La adicción a la instantaneidad
Los lectores que no hayan pasado largamente los cincuenta años desconocen lo que era dentro y sobre todo fuera del país, comunicarse con familiares o amigos a la distancia. Porque las comunicaciones telefónicas, además de ser muy caras, desconocían todavía el discado internacional directo, y aún comunicarse entre Buenos Aires y nuestras provincias no resultaba demasiado sencillo.
Quienes vivíamos en el exterior hacia fines de la década de los cincuenta o durante los sesenta y gran parte de los años setenta, se tratase de Caracas, Nueva York, Madrid, París, Roma o cualquier otra ciudad europea, para no irnos más lejos, tardábamos horas en obtener una comunicación telefónica y diez o quince días en recibir cartas. Para citar otro tipo de ejemplo: viviendo en Nueva York, yo recibía un paquete semanal de LA NACION, cada ocho o diez días. Es decir que la última edición de las siete que recibía, ya la leía con ese retraso y la primera, por lo menos quince días más tarde. Claro está, no teníamos computadoras, no existía todavía el fax, y menos aún Internet. Ni qué hablar del actual WhatsApp o del skype. Por supuesto, había teletipos, existía obviamente el telégrafo, pero se trataba de elementos utilizados para los negocios, las informaciones diplomáticas o para el periodismo.
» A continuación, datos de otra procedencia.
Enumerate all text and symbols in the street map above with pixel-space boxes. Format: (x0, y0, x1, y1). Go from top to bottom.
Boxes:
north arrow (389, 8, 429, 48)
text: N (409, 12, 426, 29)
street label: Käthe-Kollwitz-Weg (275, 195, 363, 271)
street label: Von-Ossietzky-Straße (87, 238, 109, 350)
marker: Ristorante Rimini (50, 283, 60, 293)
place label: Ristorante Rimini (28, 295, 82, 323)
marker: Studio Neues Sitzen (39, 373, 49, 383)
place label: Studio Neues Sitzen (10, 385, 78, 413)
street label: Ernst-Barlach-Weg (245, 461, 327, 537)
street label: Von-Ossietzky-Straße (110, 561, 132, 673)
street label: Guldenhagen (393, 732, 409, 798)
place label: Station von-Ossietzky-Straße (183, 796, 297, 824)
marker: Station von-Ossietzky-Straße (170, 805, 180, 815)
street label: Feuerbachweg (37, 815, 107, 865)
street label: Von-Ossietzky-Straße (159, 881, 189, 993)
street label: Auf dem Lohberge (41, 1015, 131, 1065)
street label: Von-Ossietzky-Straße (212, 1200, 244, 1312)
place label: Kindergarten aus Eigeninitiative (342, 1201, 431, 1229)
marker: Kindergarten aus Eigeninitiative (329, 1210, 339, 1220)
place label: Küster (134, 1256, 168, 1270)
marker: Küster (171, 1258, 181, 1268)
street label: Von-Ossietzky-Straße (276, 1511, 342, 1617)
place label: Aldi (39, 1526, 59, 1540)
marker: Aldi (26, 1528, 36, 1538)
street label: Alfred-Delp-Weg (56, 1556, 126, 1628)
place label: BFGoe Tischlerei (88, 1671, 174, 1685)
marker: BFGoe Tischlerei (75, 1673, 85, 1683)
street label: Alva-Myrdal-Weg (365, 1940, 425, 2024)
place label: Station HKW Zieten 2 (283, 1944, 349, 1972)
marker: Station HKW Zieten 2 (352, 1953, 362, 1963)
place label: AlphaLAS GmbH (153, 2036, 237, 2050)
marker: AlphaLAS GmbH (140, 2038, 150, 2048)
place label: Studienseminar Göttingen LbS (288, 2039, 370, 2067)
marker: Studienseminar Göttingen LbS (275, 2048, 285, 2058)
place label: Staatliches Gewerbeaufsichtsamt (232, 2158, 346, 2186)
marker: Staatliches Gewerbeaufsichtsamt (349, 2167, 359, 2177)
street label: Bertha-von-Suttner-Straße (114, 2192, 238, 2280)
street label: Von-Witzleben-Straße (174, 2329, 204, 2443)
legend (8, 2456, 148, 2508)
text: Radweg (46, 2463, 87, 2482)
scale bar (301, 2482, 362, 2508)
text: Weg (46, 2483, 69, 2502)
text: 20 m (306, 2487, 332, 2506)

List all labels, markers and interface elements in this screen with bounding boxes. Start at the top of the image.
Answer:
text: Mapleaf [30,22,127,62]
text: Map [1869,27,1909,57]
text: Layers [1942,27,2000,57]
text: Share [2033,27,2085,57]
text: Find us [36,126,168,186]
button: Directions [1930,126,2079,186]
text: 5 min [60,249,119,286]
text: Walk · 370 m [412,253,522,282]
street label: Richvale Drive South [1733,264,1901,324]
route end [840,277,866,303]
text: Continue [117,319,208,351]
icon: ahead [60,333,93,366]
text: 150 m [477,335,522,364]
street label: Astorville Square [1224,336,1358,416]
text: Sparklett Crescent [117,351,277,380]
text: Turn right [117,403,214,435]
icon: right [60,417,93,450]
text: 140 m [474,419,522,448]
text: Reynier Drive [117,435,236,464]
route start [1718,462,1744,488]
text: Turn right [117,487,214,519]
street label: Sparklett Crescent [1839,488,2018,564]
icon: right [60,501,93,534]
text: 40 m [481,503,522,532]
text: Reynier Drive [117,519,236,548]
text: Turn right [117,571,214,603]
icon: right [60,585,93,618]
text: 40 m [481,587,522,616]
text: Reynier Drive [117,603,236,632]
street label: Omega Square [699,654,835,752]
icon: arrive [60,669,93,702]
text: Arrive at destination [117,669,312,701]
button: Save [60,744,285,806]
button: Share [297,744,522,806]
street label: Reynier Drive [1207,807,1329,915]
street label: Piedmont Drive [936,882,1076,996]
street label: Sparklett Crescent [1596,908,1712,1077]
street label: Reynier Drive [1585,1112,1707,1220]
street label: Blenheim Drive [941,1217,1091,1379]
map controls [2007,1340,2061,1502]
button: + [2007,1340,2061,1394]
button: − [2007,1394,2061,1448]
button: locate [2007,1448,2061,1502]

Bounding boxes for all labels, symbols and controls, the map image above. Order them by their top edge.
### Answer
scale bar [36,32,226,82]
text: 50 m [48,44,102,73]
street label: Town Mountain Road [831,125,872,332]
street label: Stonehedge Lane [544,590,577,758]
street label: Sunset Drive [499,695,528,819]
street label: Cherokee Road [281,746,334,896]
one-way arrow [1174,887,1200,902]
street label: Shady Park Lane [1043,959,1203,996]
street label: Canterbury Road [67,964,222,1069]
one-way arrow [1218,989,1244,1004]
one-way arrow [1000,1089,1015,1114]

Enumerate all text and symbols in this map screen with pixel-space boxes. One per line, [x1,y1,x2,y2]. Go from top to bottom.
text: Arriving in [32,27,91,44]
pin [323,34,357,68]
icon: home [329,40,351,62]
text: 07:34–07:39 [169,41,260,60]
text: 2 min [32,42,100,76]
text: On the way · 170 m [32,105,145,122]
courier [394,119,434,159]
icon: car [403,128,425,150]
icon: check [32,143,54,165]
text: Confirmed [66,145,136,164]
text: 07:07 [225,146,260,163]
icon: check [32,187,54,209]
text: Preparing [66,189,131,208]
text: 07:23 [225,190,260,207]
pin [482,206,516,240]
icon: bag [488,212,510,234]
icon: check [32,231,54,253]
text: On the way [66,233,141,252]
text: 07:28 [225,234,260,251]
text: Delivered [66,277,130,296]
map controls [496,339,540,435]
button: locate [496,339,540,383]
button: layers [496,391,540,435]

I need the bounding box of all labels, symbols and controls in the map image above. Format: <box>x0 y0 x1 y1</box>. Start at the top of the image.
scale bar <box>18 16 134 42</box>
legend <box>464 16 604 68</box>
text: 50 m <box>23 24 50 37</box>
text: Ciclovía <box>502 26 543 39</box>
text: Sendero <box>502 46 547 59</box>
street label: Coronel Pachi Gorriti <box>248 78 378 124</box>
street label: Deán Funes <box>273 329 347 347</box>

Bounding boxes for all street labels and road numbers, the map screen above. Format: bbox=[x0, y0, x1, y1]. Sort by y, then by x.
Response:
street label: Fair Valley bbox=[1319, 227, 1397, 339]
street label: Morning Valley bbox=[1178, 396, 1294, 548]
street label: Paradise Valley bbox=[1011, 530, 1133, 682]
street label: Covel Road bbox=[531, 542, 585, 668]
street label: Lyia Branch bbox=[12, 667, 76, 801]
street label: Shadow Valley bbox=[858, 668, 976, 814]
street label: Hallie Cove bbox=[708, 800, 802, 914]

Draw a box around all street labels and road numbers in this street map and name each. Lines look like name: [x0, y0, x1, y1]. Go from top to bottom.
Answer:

Sin embargo, lo extraordinario era que todas esas tardanzas nos parecían normales. Tanto era así, que dábamos por vigente toda información que nos llegase por carta, cualquiera que fuera el tema que tratase. Es decir que una descripción sobre circunstancias diarias o de salud, y hasta una declaración de amor, formulada diez o quince días atrás, para el receptor equivalía a haber sido hechas prácticamente en el momento de leerlas.
Piense el lector de hoy, la absoluta instantaneidad que exigimos frente a cualquier pedido de información, haya sido hecho por teléfono, por mail o aun por el sistema de mensajes que utilizamos a través de nuestros celulares. Y acepte conmigo, con toda sinceridad, el enorme grado de inquietud y de ansiedad que puede causarnos la falta de respuesta inmediata a la pregunta formulada o al pedido de información requerido.
Claro está que ello es debido al exponencial desarrollo en estas últimas décadas de todo lo que tenga que ver con las comunicaciones. Y esto que es absolutamente muy positivo –teniendo en cuenta todo lo que facilita, sin perjuicio de que comunicarse más rápido no implica necesariamente comunicarse mejor– trae también aparejado algo bastante negativo –de lo cual no es culpable la tecnología en sí, sino de quienes la utilizamos– por el grado excesivo de intranquilidad y de exigencia que puede llegar a crearnos, hasta hacernos vivir pendientes de la menor señal de nuestros celulares, tabletas o computadoras, desatendiendo muchas veces por eso –hasta de manera poco cortés– conversaciones personales.
Y cómo no reconocer, incluso, la disminución de encuentros cara a cara, reemplazados por largas conversaciones telefónicas, extensos mails o infinidad de mensajes de texto. Tomemos conciencia de ello o no, estos modos de comunicarnos no pueden sustituir la mayor validez humana y social de los encuentros personales.